In the portfolio Six Serigraphs: Bookmarks in the Pages of Life, Betye Saar interprets stories by Zora Neale Hurston. Best known for Their Eyes Were Watching God (1937), Hurston was a writer, anthropologist, folklorist, and central figure of the Harlem Renaissance during the 1920s and 1930s. Over the course of her career, she published four novels in addition to more than fifty short stories, essays, and plays. Hurston’s stories Magnolia Flower (1925), Mother Catherine (1934), and Now You Cookin’ with Gas (published as Story in Harlem Slang in 1942) address themes of race, class, and gender.
Each of these titles, in addition to The Bone of Contention (the basis for the play Mule Bone: A Comedy of Negro Life co-written with Langston Hughes in the early 1930s and published posthumously in 1991), High John de Conquer (1943), and The Conscience of the Court (1950) directly correlate to Betye Saar’s serigraphs.
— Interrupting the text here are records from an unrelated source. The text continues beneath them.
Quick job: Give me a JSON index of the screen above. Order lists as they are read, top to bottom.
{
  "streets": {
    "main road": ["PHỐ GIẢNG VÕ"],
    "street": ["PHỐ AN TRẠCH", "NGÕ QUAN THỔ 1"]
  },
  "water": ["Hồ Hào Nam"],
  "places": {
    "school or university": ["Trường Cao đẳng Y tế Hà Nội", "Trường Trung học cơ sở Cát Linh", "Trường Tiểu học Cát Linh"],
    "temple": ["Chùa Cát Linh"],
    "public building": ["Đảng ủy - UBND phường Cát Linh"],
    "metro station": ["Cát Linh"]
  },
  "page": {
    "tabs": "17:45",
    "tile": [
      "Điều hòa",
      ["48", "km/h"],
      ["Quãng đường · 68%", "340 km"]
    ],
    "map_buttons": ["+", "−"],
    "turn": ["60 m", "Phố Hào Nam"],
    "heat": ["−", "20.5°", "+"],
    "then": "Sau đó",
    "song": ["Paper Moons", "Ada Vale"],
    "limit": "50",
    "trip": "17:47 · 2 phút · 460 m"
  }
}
In each print, Saar visually represents the characters and key themes of the texts, including racial stereotypes, good versus evil, and personal relationships.
Published in 1925, Hurston’s short story Magnolia Flower recounts a tale of discord between father and daughter over life choices and love. Saar’s print from the portfolio depicts the story’s father and daughter separated by physical space and by nature. The magnolia flowers and palmetto palms engulf the figures and demonstrate the importance of place. Saar uses nature as a metaphor for the cycle of life and progression of time.